Look in the material below for the line holding "position:absolute; display:grid; place-items:center;". Set it down exactly, with each later line up to and including the line holding "height:140px; padding:10px 20px".

= = =

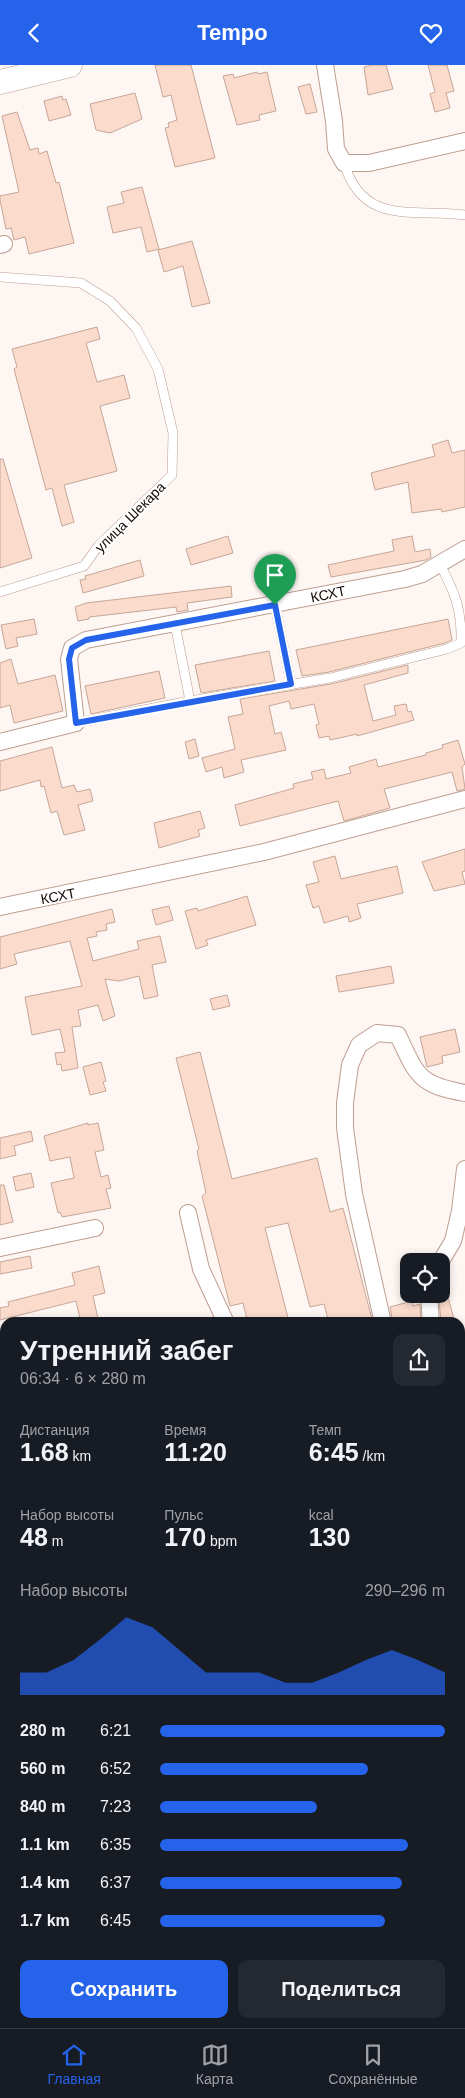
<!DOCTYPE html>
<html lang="ru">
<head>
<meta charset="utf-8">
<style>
  :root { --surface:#171b24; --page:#242831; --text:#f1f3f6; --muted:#9ea1a6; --line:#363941; --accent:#2563eb }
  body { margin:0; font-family:Helvetica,sans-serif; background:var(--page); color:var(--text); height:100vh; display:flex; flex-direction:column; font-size:19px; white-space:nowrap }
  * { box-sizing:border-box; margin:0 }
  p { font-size:16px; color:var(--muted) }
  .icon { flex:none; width:28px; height:28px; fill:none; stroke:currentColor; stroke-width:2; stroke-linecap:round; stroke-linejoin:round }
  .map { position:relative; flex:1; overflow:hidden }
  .panel { position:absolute; left:0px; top:1252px; width:465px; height:711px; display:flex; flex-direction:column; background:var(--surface); border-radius:15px 15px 0 0; box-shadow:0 2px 8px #0003 }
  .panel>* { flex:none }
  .fabs { position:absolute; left:400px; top:1188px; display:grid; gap:10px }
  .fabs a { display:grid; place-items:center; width:50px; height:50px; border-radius:10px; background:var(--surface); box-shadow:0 2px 8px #0003; font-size:25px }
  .pin { position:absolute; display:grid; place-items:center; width:42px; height:42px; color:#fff; margin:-51px -21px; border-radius:50% 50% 50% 0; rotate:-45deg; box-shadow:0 0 5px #0007 }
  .pin .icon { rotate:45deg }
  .round { display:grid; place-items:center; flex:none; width:52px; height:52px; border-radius:10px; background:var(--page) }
  .headline { display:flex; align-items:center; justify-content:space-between; height:85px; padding:0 20px }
  h1 { font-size:28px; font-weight:800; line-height:38px }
  .stats { display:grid; grid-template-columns:repeat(3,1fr); gap:8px; height:85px; padding:5px 20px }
  .stats div { display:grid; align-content:center }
  .stats b { font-size:25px; font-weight:800 }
  .stats small { font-size:14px; font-weight:400 }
  .stats p { font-size:14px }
  .chart { height:140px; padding:10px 20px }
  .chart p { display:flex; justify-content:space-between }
  .chart svg { width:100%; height:90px; margin-top:5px; fill:var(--accent); opacity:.7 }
  .cta { display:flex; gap:10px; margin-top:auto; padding:10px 20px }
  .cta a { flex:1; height:58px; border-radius:10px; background:var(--accent); color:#fff; font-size:20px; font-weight:800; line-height:58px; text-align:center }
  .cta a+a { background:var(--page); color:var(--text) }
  ul { padding:0 20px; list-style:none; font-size:16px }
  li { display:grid; grid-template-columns:80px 60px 1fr; align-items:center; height:38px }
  li i { height:12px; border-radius:6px; background:var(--accent) }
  header { display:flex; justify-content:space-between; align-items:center; height:65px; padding:0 20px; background:var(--accent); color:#fff; font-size:22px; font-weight:800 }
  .dock { display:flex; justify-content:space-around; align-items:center; height:70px; border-top:1px solid var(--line); background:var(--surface); font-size:14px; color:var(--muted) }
  .dock a { display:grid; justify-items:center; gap:2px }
  .dock .current { color:var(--accent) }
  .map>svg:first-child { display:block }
  .building { fill:#fbdbcc; stroke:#c6a697 }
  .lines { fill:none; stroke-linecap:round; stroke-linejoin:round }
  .lane-casing { stroke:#be9e90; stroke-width:10 }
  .street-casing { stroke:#be9e90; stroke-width:18 }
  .secondary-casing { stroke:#be9e90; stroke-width:25 }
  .lane { stroke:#fff; stroke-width:9 }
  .street { stroke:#fff; stroke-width:16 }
  .secondary { stroke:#fff; stroke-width:24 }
  .route-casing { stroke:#fff; stroke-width:10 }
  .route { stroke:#2563eb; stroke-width:6 }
  .labels { text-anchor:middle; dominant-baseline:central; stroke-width:4; stroke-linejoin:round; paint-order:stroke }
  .street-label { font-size:14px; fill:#140905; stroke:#fff }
</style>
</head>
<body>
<header><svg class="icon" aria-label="back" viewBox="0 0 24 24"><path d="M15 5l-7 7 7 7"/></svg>Tempo<svg class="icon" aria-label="heart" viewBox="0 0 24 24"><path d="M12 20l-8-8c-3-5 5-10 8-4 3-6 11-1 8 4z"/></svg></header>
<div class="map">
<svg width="465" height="1963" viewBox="0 0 465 1963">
  <rect width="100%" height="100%" fill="#fdf6f3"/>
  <!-- building -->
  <g class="building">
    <path d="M155,0h36l24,93 -40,9 -10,-39 4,-1 -1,-4 9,-3 -6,-25 -8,2z"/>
    <path d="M372,0h14l7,24 -25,6 -4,-28z"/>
    <path d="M428,0h19l7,26 -8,2 4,15 -15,4 -5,-18 5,-2z"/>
    <path d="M257,7l1,2 9,-2 9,39 -17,4 1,5 -23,5 -14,-49 10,-2 1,4z"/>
    <path d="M310,19l7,28 -11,2 -8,-27z"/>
    <path d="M135,28l7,26 -32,14 -14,-3 -6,-26z"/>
    <path d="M62,31l1,4 3,-1 5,16 -22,6 -5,-20z"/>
    <path d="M17,47l13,38 8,-2 1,6 8,-3 9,32 3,-1 15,61 -45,11 -4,-17 -11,3 -3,-12 -5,1 -6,-29v-4l19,-4 -17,-76z"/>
    <path d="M142,122l17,62 -12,3 -6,-25 -28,6 -6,-26 17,-4 -3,-11z"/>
    <path d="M192,176l18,62 -18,4 -9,-41 -19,6 -6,-22z"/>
    <path d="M97,262l3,12 -14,4 11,39 27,-7 6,23 -30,8 17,65 -53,14 10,37 -12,4 -10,-38 -6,2 -32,-121 3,-2 -5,-18z"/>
    <path d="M448,375l4,13 13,-3v57l-23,5 -1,-3 -29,4 -4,-31 -33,8 -4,-17 64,-17 -3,-11z"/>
    <path d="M0,394h3l29,99 -32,10z"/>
    <path d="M228,471l5,17 -42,12 -5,-16z"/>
    <path d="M412,471l3,16 15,-3 1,8 -5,3 -95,17 -3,-12 66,-14 -2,-11z"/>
    <path d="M140,495l4,16 -61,17 -3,-13 6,-1 -1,-3z"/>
    <path d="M231,521l1,11 -45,6 1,7 -11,2 -1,-5 -87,10v2l-11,2 -3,-14 11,-4z"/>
    <path d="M34,554l3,15 -21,4 2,8 -12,3 -5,-24z"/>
    <path d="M448,554l4,21 -7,3 -116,29 -27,4 -6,-26z"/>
    <path d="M269,586l6,30 -74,12 -6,-28z"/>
    <path d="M11,594l7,25 37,-9 8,36 -49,12 -4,-18 -10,3v-45z"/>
    <path d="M408,600v8l-44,12 9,36 23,-6 -2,-9 12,-2 2,8 3,-1 3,9 -57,16v-2l-27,6 -1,-4 -10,2 -3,-13 3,-1 -5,-20 -23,5 -2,-8 -20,5 6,28 6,-2 5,18 -45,10 3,12 -20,6 -2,-11 -16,5 -4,-14 33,-9 -7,-32 15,-3 -3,-15 91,-15z"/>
    <path d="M159,606l6,27 -74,16 -6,-28z"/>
    <path d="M195,674l4,17 -10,3 -4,-17z"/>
    <path d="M458,675l7,24 -3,3 3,22 -8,2 -5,-19 -68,17 6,19 -46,13 -6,-20 -98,25 -5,-21 59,-17 -1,-4 20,-5 -2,-7 13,-3 2,10 25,-6 -2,-6 27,-8 2,8 48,-12v-2l17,-5 -1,-3z"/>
    <path d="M52,682l10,41 12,-3 3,7 13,-3 3,12 -15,4 7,25 -21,5 -7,-24 -6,2 -7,-27 -3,1 -1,-7 -40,11v-30z"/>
    <path d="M200,746l5,17 -7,2 2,6 -41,12 -5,-25z"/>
    <path d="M465,784v22l-3,1 3,12 -31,7 -12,-29z"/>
    <path d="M335,791l6,23 56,-13 6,27 -46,11 4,14 -12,4 -1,-6 -24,7 -5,-17 -6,2 -7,-23 13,-3 -6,-20z"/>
    <path d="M247,831l9,29 -50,15 2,5 -12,4 -11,-38 12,-3 1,3z"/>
    <path d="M169,841l4,14 -17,5 -4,-15z"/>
    <path d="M112,844l3,13 -9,2 1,6 -11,2 1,4 -10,2 6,23 46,-12 -2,-8 23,-5 6,26 -14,3 6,31 -14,3 -5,-23 -20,5 -14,-2 10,37 -12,5 -5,-16 -20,5 3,16 -9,1 6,41 -16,3 -1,-7 -4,1 -2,-12 10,-1 -5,-23 -28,6 -7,-38 57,-11 -12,-45 -56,13 3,10 -17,5v-32z"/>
    <path d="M391,901l3,17 -55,9 -3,-16z"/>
    <path d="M227,930l3,11 -17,4 -3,-11z"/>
    <path d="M455,964l5,23 -18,4 1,7 -16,4 -7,-30z"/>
    <path d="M200,987l32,127 85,-21 13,54 13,-4 30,115h-44l-5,-19 -14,3 -22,-84 -23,5 23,90 -17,5h-23l-5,-20 -13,3 -28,-110 4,-3 -9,-42 2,-2 -23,-91z"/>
    <path d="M101,997l5,19 -3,1 3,9 -16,4 -7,-28z"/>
    <path d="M88,1058v2l10,-2 6,27 -9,2 6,25 7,-2 3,13 -5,1 5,19 -49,9 -2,-5 -2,1 -7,-30 23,-5 -4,-21 -20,4 -6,-25z"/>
    <path d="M31,1066l2,10 -19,5 2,9 -16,4v-21z"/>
    <path d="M31,1108l3,14 -18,4 -3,-14z"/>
    <path d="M0,1120h4l9,37 -13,3z"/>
    <path d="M30,1191l2,12 -32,6v-12z"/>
    <path d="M99,1201l6,27 -12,3 6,27h-18l-5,-22 -76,19v-12l9,-2 -1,-4 67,-17 -3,-12z"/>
    <path d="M448,1232l7,26h-14l-2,-24z"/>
    <path d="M412,1236l1,5 7,-2 1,19h-28l-3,-16z"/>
  </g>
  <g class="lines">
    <!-- lane casing -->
    <g class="lane-casing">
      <g id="lane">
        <path d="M344,98c19,64 70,45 121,52"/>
        <path d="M0,212l81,6 29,18 26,27 22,41 15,64 -1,42 -73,70 -15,21 -84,26"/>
        <path d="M275,540l16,79"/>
        <path d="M175,559l15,77"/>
        <path d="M76,658l114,-22 140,-23 117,-29 14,-6c1,-33 -6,-50 -21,-79"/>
      </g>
    </g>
    <!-- street casing -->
    <g class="street-casing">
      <g id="street">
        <path d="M325,0l9,56 2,28 8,14h25l96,-22"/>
        <path d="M0,180l4,-1"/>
        <path d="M0,677l76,-19 -7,-64 3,-11 14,-8 319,-61 17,-5 43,-25"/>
        <path d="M0,842l264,-55 201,-53"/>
        <path d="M188,1148l13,56 25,54"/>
        <path d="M0,1183l95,-20"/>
        <path d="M441,1196l12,-20 7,-30 5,-42"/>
        <path d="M429,1229l2,29"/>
        <path d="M383,1258l-29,-129 -9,-66v-25l5,-38 9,-20 18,-12 21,2c19,41 21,50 67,58"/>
        <path d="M404,1959v4"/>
      </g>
    </g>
    <!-- secondary casing -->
    <g class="secondary-casing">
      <g id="secondary">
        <path d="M0,17l70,-17"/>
        <path d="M460,1304l5,-2"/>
        <path d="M0,1426l5,-2"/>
        <path d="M0,1552l5,22"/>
        <path d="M91,1959l1,4"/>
      </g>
    </g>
    <!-- lane -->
    <use href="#lane" class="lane"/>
    <!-- street -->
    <use href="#street" class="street"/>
    <!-- secondary -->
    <use href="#secondary" class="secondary"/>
  </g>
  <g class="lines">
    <!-- route casing -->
    <g class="route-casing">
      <path id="route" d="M275,540l16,79 -215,39 -7,-64 3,-11 14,-8z"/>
    </g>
    <!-- route -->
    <use href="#route" class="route"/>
  </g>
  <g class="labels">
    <!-- street labels -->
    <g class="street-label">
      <text transform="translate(130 452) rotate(-45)">улица Шекара</text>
      <text transform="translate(328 529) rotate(-12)">КСХТ</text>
      <text transform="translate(58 831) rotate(-11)">КСХТ</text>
    </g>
  </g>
</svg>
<div class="fabs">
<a><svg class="icon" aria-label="locate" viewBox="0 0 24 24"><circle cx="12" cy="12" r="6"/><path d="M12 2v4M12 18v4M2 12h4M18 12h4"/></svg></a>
</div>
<div class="pin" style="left:275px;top:540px;background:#1e9e55"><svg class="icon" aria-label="arrive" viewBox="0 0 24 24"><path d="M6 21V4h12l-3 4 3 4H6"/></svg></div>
<section class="panel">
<div class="headline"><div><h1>Утренний забег</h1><p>06:34 · 6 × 280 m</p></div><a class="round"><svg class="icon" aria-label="share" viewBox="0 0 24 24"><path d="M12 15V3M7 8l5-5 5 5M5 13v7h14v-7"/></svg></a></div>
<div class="stats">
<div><p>Дистанция</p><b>1.68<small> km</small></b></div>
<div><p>Время</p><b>11:20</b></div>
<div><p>Темп</p><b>6:45<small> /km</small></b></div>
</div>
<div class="stats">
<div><p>Набор высоты</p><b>48<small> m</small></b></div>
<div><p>Пульс</p><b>170<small> bpm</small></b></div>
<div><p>kcal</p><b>130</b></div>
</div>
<div class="chart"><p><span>Набор высоты</span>290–296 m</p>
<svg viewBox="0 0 160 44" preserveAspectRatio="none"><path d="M0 44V33L10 33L20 27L30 17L40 6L50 11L60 22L70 33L80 33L90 33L100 38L110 38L120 33L130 27L140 22L150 27L160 33V44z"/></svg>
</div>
<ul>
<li><b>280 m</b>6:21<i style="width:100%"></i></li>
<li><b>560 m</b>6:52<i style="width:73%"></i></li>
<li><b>840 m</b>7:23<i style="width:55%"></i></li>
<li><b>1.1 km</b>6:35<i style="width:87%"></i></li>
<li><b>1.4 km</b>6:37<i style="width:85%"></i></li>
<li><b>1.7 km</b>6:45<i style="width:79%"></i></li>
</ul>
<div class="cta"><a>Сохранить</a><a>Поделиться</a></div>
</section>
</div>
<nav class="dock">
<a class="current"><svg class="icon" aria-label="home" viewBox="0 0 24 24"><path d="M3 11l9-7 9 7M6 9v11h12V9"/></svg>Главная</a>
<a><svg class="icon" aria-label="map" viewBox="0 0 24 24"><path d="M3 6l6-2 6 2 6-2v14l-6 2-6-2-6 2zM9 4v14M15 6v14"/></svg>Карта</a>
<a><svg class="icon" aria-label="saved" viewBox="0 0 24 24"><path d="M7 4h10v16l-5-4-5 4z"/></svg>Сохранённые</a>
</nav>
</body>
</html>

= = =

▶ **Exercise answer**:
  .pin { position:absolute; display:grid; place-items:center; width:42px; height:42px; color:#fff; margin:-51px -21px; border-radius:50% 50% 50% 0; rotate:-45deg; box-shadow:0 0 5px #0007 }
  .pin .icon { rotate:45deg }
  .round { display:grid; place-items:center; flex:none; width:52px; height:52px; border-radius:10px; background:var(--page) }
  .headline { display:flex; align-items:center; justify-content:space-between; height:85px; padding:0 20px }
  h1 { font-size:28px; font-weight:800; line-height:38px }
  .stats { display:grid; grid-template-columns:repeat(3,1fr); gap:8px; height:85px; padding:5px 20px }
  .stats div { display:grid; align-content:center }
  .stats b { font-size:25px; font-weight:800 }
  .stats small { font-size:14px; font-weight:400 }
  .stats p { font-size:14px }
  .chart { height:140px; padding:10px 20px }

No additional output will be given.